64% of companies are neglecting their wireless LAN security

Those are chief among findings from a study by the Enterprise Mobility Solutions business of Motorola. It also shows that more than half of large companies use the same security measures for both wired and wireless networks – despite the different threats and weaknesses. In fact, just 47% of companies are using WEP or WPA encryption on their wireless networks, and less than a third (30%) are using any form of wireless intrusion prevention system. "Companies would be naive to use the same security mechanisms for wired as well as wireless LANs," comments Amit Sinha, fellow and chief technologist for Motorola Enterprise Wireless LAN. "It's surprising that companies today are not using wireless encryption standards like WPA2. "The cost of a data breach is $200—300 per compromised record, an order of magnitude more than the cumulative cost of security technologies to prevent exposure.
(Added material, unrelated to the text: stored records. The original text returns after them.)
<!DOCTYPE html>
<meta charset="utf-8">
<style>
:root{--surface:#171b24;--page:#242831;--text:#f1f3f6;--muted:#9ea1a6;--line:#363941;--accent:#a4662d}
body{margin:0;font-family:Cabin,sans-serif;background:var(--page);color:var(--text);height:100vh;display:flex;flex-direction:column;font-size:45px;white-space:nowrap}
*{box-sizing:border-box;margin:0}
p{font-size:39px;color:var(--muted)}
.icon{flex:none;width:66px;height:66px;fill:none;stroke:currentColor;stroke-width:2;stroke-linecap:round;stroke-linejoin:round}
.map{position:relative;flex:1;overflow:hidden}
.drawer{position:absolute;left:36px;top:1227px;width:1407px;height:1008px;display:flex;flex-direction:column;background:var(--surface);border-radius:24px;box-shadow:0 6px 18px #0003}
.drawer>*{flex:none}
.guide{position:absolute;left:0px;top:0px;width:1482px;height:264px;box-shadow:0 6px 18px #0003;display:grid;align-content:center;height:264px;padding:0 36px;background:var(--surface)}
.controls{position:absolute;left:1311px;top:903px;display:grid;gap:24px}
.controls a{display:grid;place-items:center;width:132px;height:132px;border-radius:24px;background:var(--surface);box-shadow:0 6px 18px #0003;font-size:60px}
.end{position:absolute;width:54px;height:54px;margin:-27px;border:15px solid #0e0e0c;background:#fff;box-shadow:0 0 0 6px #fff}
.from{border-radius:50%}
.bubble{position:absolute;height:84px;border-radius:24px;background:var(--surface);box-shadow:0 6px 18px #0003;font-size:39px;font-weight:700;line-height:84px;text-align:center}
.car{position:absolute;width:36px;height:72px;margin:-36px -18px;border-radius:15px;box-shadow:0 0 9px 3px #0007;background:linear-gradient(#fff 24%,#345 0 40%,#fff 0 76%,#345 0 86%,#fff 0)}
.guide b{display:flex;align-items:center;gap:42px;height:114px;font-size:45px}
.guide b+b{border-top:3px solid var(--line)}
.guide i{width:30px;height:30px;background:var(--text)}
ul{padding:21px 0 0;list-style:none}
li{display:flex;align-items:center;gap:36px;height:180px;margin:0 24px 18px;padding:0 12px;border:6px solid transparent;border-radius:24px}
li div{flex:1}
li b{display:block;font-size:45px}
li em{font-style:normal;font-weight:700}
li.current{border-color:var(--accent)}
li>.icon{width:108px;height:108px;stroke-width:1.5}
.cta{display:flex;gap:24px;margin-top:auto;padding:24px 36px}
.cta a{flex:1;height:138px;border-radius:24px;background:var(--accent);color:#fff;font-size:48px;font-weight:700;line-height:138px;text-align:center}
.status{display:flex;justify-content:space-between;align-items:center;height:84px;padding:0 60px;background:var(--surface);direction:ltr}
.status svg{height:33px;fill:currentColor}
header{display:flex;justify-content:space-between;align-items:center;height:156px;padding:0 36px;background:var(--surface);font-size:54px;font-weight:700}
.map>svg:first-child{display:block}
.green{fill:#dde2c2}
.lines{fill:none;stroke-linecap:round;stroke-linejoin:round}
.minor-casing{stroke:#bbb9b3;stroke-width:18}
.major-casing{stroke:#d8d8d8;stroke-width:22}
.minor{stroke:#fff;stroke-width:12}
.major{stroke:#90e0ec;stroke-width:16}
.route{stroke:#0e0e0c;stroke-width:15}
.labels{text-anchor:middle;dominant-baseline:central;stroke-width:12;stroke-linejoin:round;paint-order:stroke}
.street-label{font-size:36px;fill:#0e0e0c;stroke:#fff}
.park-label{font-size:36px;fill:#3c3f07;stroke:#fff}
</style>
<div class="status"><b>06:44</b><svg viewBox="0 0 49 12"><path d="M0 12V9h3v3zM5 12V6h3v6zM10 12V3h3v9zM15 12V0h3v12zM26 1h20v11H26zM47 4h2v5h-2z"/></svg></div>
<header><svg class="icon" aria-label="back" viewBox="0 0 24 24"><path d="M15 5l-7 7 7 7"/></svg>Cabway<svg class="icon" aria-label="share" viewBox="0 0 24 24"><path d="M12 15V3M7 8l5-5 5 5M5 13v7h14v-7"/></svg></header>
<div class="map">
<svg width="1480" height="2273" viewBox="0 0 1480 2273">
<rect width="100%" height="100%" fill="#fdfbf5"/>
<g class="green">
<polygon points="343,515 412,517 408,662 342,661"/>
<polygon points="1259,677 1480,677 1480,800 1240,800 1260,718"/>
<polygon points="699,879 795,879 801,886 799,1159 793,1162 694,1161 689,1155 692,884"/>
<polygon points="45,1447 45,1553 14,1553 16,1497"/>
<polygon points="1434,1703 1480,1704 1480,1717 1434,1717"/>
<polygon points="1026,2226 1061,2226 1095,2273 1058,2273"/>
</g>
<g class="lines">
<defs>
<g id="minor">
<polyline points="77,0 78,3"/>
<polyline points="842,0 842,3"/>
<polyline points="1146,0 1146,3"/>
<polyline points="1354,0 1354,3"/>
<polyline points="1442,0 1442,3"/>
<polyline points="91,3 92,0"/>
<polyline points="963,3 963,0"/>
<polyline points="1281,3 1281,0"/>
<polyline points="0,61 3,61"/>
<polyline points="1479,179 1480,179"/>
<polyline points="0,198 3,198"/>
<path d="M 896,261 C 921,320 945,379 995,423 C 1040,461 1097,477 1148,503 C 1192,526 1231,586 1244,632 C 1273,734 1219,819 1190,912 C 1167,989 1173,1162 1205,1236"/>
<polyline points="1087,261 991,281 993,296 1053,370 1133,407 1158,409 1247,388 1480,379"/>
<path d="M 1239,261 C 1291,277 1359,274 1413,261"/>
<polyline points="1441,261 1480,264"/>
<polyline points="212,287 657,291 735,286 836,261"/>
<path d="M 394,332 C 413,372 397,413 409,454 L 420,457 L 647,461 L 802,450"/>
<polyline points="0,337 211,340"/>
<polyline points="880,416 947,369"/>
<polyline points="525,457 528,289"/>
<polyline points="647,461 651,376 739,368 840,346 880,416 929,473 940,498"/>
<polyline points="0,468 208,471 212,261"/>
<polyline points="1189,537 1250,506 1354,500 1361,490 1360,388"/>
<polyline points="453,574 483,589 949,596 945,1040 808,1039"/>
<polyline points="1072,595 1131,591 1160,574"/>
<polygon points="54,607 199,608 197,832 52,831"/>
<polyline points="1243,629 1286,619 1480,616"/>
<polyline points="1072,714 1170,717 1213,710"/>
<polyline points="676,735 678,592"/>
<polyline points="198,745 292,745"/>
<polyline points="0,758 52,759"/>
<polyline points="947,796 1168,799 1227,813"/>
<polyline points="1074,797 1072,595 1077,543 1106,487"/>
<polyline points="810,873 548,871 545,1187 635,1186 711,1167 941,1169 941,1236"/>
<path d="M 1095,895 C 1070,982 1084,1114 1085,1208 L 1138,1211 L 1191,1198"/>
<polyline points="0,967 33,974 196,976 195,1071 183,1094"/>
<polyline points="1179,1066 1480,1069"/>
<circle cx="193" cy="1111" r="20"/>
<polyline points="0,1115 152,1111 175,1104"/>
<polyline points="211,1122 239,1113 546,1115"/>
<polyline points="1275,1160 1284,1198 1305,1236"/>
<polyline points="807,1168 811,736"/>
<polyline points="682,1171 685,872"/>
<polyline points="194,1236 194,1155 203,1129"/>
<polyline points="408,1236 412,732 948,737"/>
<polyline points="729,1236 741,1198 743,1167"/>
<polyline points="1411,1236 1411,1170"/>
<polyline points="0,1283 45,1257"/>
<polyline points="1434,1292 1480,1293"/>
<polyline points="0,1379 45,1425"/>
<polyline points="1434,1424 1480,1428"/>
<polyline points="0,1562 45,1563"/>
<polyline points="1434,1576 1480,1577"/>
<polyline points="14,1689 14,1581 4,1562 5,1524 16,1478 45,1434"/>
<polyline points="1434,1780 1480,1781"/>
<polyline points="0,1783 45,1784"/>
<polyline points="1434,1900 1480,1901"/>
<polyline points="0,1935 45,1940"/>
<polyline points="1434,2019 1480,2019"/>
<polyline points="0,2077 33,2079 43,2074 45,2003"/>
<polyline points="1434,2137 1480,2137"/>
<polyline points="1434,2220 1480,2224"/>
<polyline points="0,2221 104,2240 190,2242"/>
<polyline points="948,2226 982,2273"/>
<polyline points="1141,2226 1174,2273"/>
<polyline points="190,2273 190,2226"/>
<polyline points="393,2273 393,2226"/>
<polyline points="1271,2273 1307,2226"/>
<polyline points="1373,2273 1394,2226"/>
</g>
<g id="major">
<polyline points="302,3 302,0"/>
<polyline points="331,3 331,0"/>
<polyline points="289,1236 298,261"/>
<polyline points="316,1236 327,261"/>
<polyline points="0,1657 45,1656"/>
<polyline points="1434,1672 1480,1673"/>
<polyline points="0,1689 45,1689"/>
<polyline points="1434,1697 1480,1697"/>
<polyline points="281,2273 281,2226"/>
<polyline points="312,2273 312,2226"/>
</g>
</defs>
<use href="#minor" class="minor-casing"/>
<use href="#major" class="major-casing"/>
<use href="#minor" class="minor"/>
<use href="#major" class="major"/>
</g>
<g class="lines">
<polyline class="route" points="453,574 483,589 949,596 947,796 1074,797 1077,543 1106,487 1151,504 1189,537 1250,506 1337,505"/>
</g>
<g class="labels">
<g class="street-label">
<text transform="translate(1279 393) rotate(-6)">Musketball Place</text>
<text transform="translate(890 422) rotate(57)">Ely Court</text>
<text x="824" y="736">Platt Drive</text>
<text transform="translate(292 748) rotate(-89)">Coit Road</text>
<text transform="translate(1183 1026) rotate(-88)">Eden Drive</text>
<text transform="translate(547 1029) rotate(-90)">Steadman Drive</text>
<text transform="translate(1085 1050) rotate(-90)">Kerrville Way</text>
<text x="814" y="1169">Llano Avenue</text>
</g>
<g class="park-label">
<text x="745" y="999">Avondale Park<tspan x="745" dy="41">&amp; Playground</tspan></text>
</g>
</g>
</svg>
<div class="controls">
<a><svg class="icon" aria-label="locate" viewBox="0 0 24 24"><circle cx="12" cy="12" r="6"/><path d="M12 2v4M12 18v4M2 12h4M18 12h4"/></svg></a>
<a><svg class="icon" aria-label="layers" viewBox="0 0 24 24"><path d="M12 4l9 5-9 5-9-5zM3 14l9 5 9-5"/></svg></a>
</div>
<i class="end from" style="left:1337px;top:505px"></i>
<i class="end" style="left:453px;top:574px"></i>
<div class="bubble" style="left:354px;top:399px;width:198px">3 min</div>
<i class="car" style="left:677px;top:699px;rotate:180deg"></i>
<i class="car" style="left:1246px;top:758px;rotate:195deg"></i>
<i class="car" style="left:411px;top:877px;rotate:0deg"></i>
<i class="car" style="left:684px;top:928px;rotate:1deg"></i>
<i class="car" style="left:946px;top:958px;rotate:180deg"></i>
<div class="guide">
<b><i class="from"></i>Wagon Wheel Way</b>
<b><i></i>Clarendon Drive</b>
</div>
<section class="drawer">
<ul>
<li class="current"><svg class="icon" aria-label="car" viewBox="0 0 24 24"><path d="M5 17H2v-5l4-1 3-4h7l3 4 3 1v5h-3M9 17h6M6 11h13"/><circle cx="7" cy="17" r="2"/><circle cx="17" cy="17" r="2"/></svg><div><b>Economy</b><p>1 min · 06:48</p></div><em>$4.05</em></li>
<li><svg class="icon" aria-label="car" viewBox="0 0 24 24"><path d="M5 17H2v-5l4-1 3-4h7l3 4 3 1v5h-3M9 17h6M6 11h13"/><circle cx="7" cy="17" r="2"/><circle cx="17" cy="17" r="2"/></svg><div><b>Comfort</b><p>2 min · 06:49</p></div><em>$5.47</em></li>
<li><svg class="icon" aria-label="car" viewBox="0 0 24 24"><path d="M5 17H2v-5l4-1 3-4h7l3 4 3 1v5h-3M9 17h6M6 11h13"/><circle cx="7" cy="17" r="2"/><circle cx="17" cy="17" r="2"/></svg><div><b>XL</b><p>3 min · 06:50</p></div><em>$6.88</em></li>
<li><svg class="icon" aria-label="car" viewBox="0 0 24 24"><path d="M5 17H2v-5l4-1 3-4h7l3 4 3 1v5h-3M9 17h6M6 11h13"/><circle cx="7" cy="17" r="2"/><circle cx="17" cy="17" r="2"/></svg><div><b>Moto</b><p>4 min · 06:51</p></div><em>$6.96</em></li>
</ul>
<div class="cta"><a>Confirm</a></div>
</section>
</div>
Prevention is always better than cure." Sinha makes the point that IT teams face many security problems for wired and wireless networks, so need to be aware of the need to treat these networks differently. 79% of organisations, for example, promote good security practise by using IT policies across their companies, yet 51% have no way of enforcing these policies across their networks. Further, with employees increasingly mobile, outdoor networks and wireless hotspots may present a security back door into the network. Indeed, 56% of organizations apparently believe that employees flout security measures by sending corporate data over unsecured wireless networks. "Wireless introduced vulnerabilities in the corporate network that traditional security architectures cannot mitigate," observes Sinha. "A layered approach to securing the airspace that comprises of strong authentication and encryption built on industry standards, such as WPA2-Enterprise along with 24x7 wireless monitoring and intrusion prevention, is required."